NOTE: Citations issued by CMS for EMTALA violations are allegations that have not been proven in any court and the information is presented here in summary format for educational purposes only to demonstrate the circumstances which in the view of CMS constitute EMTALA violations. Identifying information is removed to focus on the allegation without prejudicing the facility.
Could discuss…if a tele medicine ER physician is the back up for the midlevels in the ER and EMTALA requirements….
“The on-call physician is responsible for being able to receive and respond to calls, pages, and requests to respond within the mandated response time. (see comments below)
COMMENT: The mechanism for creating the call list should be addressed in the medical staff bylaws.

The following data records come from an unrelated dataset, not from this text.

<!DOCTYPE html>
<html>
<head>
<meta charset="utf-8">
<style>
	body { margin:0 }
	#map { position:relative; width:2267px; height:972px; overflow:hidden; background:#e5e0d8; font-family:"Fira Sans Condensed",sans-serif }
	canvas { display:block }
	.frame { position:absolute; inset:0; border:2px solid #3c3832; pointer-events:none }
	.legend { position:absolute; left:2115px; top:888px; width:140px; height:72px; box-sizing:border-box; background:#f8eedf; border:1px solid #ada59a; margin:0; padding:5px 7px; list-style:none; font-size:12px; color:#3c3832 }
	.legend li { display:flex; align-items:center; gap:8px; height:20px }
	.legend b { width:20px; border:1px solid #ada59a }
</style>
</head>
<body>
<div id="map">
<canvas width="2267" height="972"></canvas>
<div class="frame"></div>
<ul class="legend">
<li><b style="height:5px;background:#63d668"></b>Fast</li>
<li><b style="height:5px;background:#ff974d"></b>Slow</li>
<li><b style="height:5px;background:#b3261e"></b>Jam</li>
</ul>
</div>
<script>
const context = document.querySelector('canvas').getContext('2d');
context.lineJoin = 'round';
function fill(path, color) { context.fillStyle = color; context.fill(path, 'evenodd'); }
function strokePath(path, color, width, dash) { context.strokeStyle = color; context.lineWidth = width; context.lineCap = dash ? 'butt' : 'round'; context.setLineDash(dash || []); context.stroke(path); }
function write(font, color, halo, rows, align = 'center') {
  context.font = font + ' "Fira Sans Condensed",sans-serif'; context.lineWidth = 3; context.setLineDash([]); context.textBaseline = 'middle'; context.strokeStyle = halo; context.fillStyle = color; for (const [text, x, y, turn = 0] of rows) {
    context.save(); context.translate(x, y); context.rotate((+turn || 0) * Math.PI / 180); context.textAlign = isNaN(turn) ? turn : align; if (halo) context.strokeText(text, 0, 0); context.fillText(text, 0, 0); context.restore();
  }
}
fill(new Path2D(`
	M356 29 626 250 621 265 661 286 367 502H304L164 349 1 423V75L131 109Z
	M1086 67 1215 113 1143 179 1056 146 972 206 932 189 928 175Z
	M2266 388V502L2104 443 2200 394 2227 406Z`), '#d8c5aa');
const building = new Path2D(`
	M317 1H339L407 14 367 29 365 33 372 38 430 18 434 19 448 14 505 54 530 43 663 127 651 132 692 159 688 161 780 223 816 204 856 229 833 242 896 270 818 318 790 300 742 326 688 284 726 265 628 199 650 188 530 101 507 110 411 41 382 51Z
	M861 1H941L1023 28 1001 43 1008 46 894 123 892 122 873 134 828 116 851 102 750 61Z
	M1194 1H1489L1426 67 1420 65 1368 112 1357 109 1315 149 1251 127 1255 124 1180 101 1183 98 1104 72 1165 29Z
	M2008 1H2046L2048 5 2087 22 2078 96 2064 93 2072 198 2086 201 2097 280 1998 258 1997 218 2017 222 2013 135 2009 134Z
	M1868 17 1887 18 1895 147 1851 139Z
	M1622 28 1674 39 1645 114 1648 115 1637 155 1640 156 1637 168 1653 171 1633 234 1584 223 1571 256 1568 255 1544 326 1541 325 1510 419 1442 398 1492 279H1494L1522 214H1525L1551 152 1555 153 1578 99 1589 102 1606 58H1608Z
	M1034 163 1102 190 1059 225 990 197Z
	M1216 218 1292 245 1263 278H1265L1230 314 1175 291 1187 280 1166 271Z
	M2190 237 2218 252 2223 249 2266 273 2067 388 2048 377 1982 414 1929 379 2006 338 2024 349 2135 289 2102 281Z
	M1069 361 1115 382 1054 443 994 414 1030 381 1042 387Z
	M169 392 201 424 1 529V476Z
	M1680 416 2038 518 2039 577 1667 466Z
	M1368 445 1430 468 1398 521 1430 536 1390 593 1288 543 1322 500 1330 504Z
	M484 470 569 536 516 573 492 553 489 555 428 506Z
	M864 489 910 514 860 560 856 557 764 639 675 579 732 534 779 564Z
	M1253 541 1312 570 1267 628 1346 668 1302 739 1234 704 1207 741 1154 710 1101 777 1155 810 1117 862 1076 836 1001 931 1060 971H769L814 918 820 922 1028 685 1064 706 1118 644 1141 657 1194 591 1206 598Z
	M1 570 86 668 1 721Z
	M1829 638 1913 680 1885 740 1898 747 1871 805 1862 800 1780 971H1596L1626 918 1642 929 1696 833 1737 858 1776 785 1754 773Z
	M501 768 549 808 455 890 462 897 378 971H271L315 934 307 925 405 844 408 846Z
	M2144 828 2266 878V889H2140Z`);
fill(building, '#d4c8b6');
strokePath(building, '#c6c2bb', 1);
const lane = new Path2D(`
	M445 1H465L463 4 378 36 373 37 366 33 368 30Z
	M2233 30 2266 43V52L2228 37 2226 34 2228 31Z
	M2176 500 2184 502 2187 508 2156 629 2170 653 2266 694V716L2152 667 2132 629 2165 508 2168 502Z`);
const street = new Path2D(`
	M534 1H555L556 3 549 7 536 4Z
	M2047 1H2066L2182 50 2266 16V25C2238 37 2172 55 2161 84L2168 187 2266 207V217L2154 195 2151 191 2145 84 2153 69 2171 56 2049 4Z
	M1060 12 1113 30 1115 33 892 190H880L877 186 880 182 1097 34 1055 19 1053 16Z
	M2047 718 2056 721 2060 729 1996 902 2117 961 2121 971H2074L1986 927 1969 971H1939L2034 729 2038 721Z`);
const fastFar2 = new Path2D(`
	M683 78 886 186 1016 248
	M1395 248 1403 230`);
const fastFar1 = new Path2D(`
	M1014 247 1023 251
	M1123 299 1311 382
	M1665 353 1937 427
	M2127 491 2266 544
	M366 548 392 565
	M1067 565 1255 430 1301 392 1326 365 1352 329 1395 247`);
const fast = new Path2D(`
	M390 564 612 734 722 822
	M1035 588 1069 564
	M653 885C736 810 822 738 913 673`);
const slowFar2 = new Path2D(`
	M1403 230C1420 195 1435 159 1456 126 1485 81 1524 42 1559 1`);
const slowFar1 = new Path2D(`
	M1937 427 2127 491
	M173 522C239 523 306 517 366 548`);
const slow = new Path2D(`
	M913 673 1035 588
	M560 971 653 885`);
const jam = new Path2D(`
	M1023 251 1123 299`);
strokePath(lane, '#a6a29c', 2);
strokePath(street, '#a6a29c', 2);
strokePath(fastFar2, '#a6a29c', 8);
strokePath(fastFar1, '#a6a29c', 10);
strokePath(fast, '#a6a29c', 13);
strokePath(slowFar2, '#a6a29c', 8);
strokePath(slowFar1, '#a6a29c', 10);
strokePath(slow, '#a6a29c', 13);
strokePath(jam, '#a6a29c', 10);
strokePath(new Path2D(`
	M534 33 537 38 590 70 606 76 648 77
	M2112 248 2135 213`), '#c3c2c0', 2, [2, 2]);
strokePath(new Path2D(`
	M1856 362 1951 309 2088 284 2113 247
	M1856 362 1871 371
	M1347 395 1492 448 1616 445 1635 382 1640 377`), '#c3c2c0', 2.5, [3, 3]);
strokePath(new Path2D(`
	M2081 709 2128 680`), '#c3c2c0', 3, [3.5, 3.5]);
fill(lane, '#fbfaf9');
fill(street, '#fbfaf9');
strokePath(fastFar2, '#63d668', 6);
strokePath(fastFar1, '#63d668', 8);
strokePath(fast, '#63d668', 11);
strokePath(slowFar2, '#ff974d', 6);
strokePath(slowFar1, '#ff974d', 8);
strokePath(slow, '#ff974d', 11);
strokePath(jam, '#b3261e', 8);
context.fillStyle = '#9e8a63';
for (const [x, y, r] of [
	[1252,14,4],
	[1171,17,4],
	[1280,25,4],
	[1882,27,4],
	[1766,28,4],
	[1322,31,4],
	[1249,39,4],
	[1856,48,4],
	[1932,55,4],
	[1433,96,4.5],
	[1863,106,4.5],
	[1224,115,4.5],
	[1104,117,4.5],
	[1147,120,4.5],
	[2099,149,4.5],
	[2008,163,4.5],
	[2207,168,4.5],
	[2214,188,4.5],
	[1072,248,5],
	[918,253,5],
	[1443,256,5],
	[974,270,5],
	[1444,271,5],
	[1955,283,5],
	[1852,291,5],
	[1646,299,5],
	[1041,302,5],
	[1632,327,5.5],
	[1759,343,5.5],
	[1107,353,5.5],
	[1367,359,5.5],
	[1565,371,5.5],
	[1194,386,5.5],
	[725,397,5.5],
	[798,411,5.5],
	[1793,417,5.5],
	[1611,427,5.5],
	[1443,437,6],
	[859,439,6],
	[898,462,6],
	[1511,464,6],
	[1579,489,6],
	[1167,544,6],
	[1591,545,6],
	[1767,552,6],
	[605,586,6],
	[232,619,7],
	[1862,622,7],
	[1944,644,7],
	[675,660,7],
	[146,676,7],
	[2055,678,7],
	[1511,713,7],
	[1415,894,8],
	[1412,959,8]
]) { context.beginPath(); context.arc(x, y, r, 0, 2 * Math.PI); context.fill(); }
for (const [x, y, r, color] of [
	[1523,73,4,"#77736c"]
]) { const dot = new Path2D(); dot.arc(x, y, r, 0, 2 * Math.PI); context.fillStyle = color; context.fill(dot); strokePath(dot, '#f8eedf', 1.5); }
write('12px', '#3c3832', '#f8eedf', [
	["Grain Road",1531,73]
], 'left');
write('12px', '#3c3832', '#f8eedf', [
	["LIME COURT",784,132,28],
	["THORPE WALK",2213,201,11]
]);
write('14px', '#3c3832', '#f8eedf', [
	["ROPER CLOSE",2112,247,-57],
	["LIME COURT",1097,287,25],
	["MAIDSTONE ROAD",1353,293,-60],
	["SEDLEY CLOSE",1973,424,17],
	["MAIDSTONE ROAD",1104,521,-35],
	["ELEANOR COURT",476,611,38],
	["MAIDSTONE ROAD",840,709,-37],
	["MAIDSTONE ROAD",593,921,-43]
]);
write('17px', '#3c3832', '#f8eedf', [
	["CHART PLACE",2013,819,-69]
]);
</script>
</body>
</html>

Some hospitals draw up the schedule in the Medical Staff Office, while others leave the responsibility to each department to submit their call list. Once the list is generated, changes become the responsibility of the assigned doctor to arrange and report to the hospital in whatever manner the hospital requires.”
Referring to S&C: 13-38-CAH EMTALA
Telemedicine arrangements are an evolving new area for EMTALA compliance.
If, for instance, the hospital is a CAH with mid-levels in the ER and utilizing telemed ED physicians for a backup, the issue will be whether the EDP is actually a service available to the ER or is a medical staff member listed on the call list. In most situations, it will be a remote service and not a staff call physician, and therefore, unlikely that EMTALA would apply.
If the telemed physician is a staff member on the on-call list, however, such as an orthopod, EMTALA would likely view the physician as on-call and obligated to come to the ED upon request. Remote viewing of the films would not be sufficient to constitute a “response” as EMTALA requires a bedside response.